Corrosion Performance of New Composite Coatings Onto Carbon Steel By Electrochemical Methods

Tuesday, 30 May 2017
Grand Ballroom (Hilton New Orleans Riverside)
F. Branzoi (Institute of Physical Chemistry), V. Branzoi, and Z. Pahom (University Politehnica of Bucharest)
In this study, cyclic voltammetry, galvanostatic and potentiostatic electrodeposition mode was used for the synthesis of new composite (Ppy-AOT/PNEA) coatings onto carbon steel of type OLC 45 for corrosion protection.

monolayer poly (N, ethylaniline) (PNEA), polypyrrole (Ppy), and bilayer PNDMA/ Ppy-AOT and Ppy-SDS/PNDMA coatings have been electropolymerization on carbon steel by cyclic voltammetry, galvanostatic and potentiostatic synthesis techniques from aqueous solutions 0.1 M N, ethylaniline, 0.1M pyrrole, 0.01 M dioctyl sulfosuccinate sodium (AOT) and 0.1 M, 0.3 M and 0.5M oxalic acid. In order to include dioctyl sulfosuccinate ions as dopant in the polypyrrole, AOT was also added to the polymerization solution of polypyrrole. Characterization of monolayer and bilayer polymer coatings was carried out by cyclic voltammetry, Fourier transform infrared (FT-IR) spectroscopy and scanning electron microscopy (SEM) techniques. Corrosion behaviour of PNEA-AOT/PPY coated carbon steel of type OLC 45 was investigated by potentiodynamic polarization and electrochemical impedance spectroscopy (EIS) techniques in 1 M H2SO4 and 1M HCl solutions. The results of the corrosion tests showed that PNEA/PPY-AOT coatings ensure good corrosion protection of carbon steel OLC 45 in aggressive media. Bilayer coatings revealed better corrosion protection efficiencies than monolayer coatings.

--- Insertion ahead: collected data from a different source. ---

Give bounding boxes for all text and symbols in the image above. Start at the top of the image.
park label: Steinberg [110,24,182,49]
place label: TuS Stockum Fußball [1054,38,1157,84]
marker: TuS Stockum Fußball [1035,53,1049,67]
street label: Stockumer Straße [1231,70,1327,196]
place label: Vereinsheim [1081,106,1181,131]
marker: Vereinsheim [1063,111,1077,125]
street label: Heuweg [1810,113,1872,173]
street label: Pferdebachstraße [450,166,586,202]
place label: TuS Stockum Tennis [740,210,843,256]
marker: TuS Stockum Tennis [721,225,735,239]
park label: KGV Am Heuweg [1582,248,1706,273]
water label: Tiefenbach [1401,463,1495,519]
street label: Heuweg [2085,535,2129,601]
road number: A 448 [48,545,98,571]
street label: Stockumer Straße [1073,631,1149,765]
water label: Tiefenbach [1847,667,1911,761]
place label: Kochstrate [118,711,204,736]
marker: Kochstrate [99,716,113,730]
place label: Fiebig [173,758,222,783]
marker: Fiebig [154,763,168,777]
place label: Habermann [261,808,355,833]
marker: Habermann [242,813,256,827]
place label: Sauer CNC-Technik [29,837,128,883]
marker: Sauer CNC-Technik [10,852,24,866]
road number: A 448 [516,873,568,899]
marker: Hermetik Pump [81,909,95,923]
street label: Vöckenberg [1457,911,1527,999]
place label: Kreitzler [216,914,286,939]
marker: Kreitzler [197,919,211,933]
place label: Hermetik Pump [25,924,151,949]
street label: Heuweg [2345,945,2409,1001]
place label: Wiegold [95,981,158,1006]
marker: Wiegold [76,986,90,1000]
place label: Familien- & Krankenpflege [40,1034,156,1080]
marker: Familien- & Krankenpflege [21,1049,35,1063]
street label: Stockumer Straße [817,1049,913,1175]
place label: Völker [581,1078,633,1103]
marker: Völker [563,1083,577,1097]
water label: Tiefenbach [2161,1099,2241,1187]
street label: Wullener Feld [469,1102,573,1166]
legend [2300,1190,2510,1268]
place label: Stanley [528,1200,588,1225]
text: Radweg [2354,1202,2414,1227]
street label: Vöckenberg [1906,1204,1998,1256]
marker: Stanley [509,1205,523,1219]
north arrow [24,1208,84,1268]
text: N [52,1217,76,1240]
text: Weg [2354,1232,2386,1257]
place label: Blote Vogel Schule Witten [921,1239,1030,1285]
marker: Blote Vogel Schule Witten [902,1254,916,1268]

The new nanocomposite realized by this method is promising and might lead to industrial applications in the protection of the carbon steel substrates against corrosion

The corrosion protection efficiency follows the order: OLC 45/PNEA/PPY-AOT > OLC 45/PPY-AOT/PNEA > OLC 45/PPY- AOT > OLC 45/PNEA because the presence of these coatings causes a significant decrease in corrosion rate.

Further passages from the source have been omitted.